Hey everyone! I'm a microbiology undergrad in the middle of completing a work term with a bioinformatics team. My project for the semester involves researching different read alignment / mapping programs for the development of a future training course. One point that's been emphasized is that I should look into the effects of using the default parameters vs custom settings.
So far, I've been looking into Bowtie2, BWA and BWA-MEM, SMALT, segemehl, and BBMap. Reading the manuals and literature, trying to get a few test datasets, figuring out the different options for each program. I've also just added Minimap2 to my list, and will be reading up on that one over the coming days.
If you perform read alignments as part of your research, or have any other unique expertise on the subject, I'd be grateful for whatever insight you can offer! Here's an idea of the type of questions I'd like feedback on:
- What sequencing technology do you use to obtain your reads? What is your preferred tool for performing read alignments, and why? What advantage does it have over other available programs?
- Are there any unique challenges presented by the organisms you study or the sequencing technology you use? What adjustments do you make to your workflow to combat this?
- What factors do you place the most weight on when performing read alignments? Speed, adjustable parameters, low memory requirements?

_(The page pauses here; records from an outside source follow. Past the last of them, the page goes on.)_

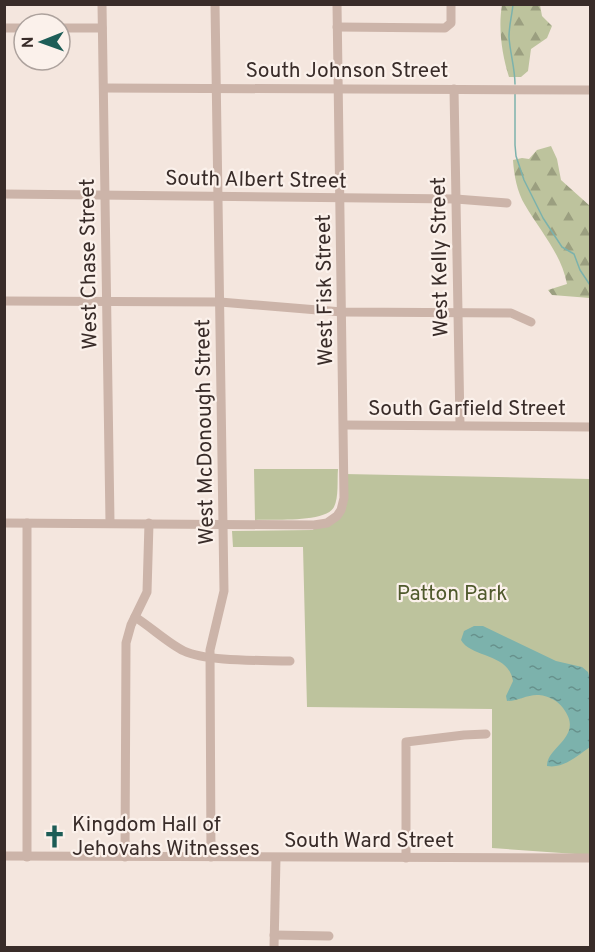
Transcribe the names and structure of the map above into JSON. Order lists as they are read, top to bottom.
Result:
{
  "streets": {
    "street": [
      "South Johnson Street",
      "South Albert Street",
      "West Kelly Street",
      "West Chase Street",
      "West Fisk Street",
      "South Garfield Street",
      "West McDonough Street",
      "South Ward Street"
    ]
  },
  "crossings": [
    ["South Johnson Street", "West Kelly Street"],
    ["South Johnson Street", "West Chase Street"],
    ["South Johnson Street", "West Fisk Street"],
    ["South Johnson Street", "West McDonough Street"],
    ["South Albert Street", "West Kelly Street"],
    ["South Albert Street", "West Chase Street"],
    ["South Albert Street", "West Fisk Street"],
    ["South Albert Street", "West McDonough Street"],
    ["West Kelly Street", "South Garfield Street"],
    ["West Chase Street", "West Fisk Street"],
    ["West Fisk Street", "South Garfield Street"],
    ["West Fisk Street", "West McDonough Street"],
    ["West McDonough Street", "South Ward Street"]
  ],
  "parks": ["Patton Park"],
  "places": {
    "church": ["Kingdom Hall of Jehovahs Witnesses"]
  },
  "north": "left"
}
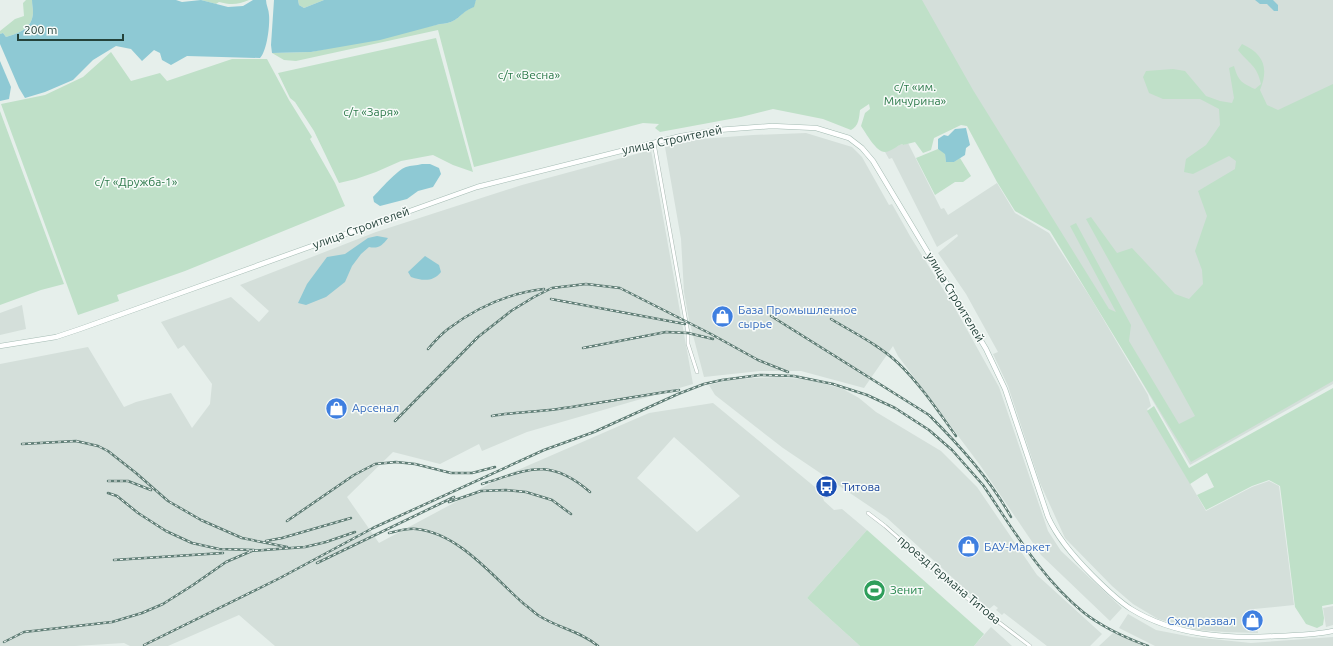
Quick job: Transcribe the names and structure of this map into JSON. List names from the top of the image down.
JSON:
{
  "streets": {
    "main road": ["улица Строителей"],
    "street": ["проезд Германа Титова"]
  },
  "parks": [
    "с/т «Весна»",
    "с/т «им. Мичурина»",
    "с/т «Заря»",
    "с/т «Дружба-1»"
  ],
  "places": {
    "shop": [
      "База Промышленное сырье",
      "Арсенал",
      "БАУ-Маркет",
      "Сход развал"
    ],
    "bus stop": ["Титова"],
    "sports": ["Зенит"]
  },
  "scale_bar": "200 m"
}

- Do you use default settings, or custom options? If you use custom settings, what options do you change? Why is this necessary? How does it affect the outcome of your alignment?
- Any other info you think is valuable and would like to share with me!
Thanks in advance!
This really boils down to personal preference. Most aligners (as long as you use them for intended purposes, e.g. you can't use
bowtie v.1
with spliced reads) should produce more or less similar answers for 90+% of data. They will likely perform differently (badly or not at all) on edge cases but then those may or may not be critical to overall success of your analysis. If you are doing something non-standard to begin with then you need to research your options for that specific application.research many aligners, identify one you like, become intimately familiar with its options and stick with it, is the best take home I offer.

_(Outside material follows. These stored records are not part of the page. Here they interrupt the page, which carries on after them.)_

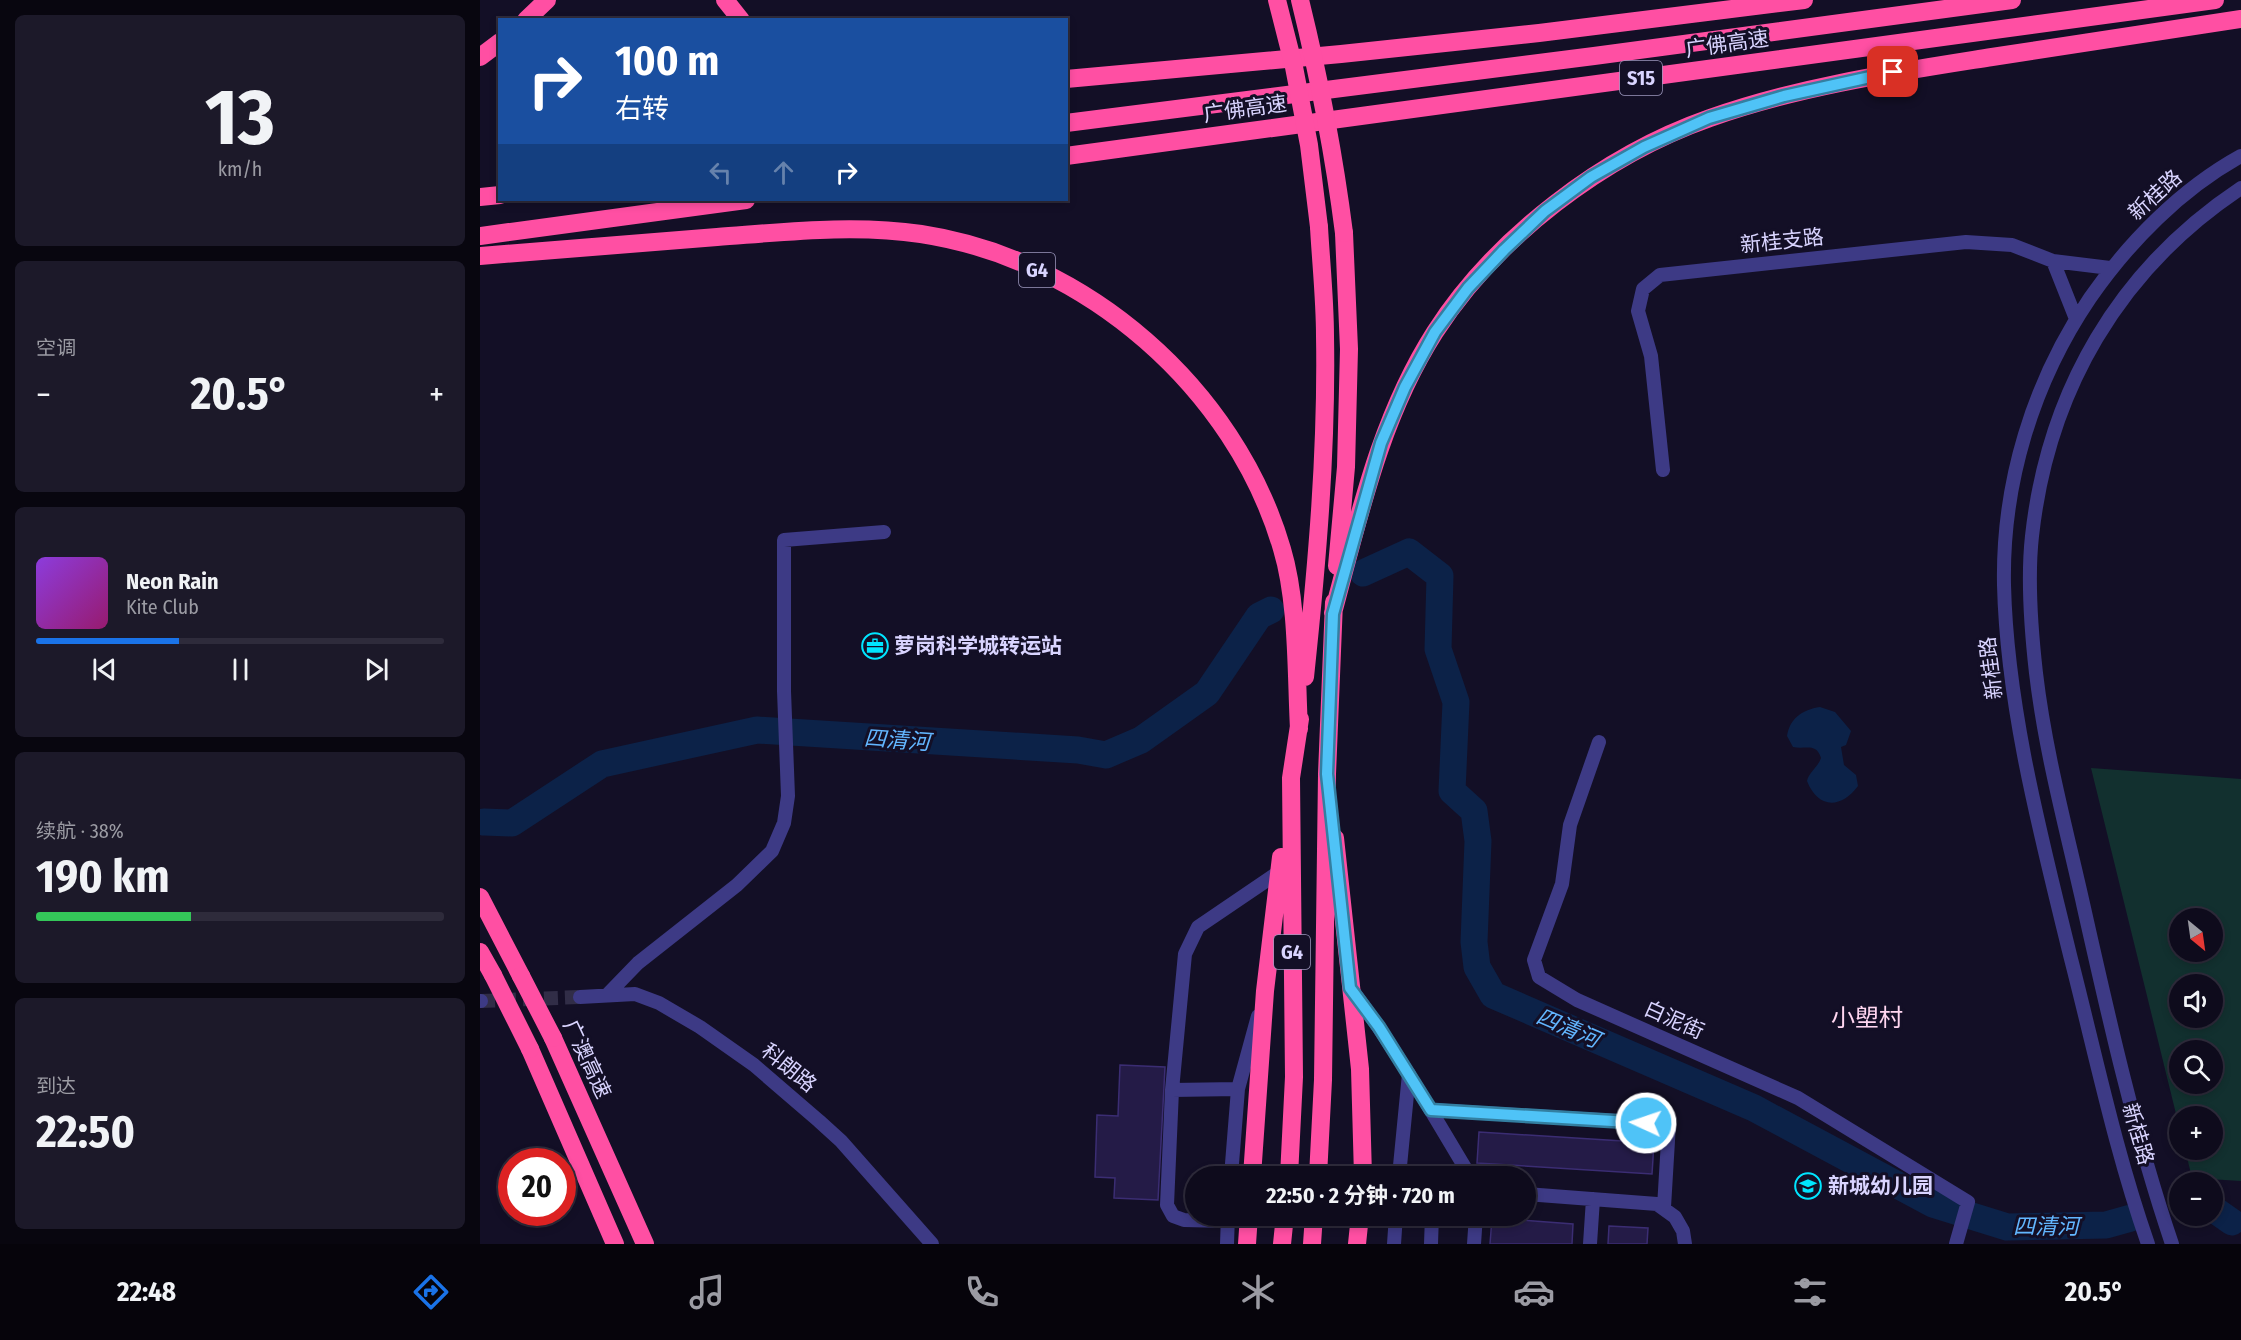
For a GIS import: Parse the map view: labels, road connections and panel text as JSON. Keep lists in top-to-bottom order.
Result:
{
  "streets": {
    "highway": [
      "广佛高速",
      "S15",
      "G4",
      "广澳高速"
    ],
    "street": [
      "新桂路",
      "新桂支路",
      "白泥街",
      "科朗路"
    ]
  },
  "crossings": [
    ["新桂路", "新桂支路"]
  ],
  "districts": ["小塱村"],
  "water": ["四清河"],
  "places": {
    "office": ["萝岗科学城转运站"],
    "school or university": ["新城幼儿园"]
  },
  "north": "bottom right",
  "page": {
    "tile": [
      ["13", "km/h"],
      "空调",
      ["续航 · 38%", "190 km"],
      ["到达", "22:50"]
    ],
    "turn": ["100 m", "右转"],
    "heat": ["−", "20.5°", "+"],
    "song": ["Neon Rain", "Kite Club"],
    "map_buttons": ["+", "−"],
    "limit": "20",
    "trip": "22:50 · 2 分钟 · 720 m",
    "tabs": ["22:48", "20.5°"]
  }
}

For bulk (read volume) sequencing there is no alternative for Illumina. For long reads both Oxford Nanopore and PacBio will do. It depends on how much money you have to spend and what kind of error you are willing to tolerate.
The "accuracy" is often a just a red-herring, there are usually far more fundamental differences between aligners than what percent of reads they appear to be able to align. For example, the default behavior for
bwa mem
can be achieved with bowtie if you run it with--very-sensitive-local
parameter. At the same time bowtie2 gives users far many more options to filter their results (which alignments make it into the BAM file).In addition, different aligner may fill in different optional SAM tags - that may be necessary for downstream analysis. Alas, the differences between aligners are not well documented thus is more of a gray area for most.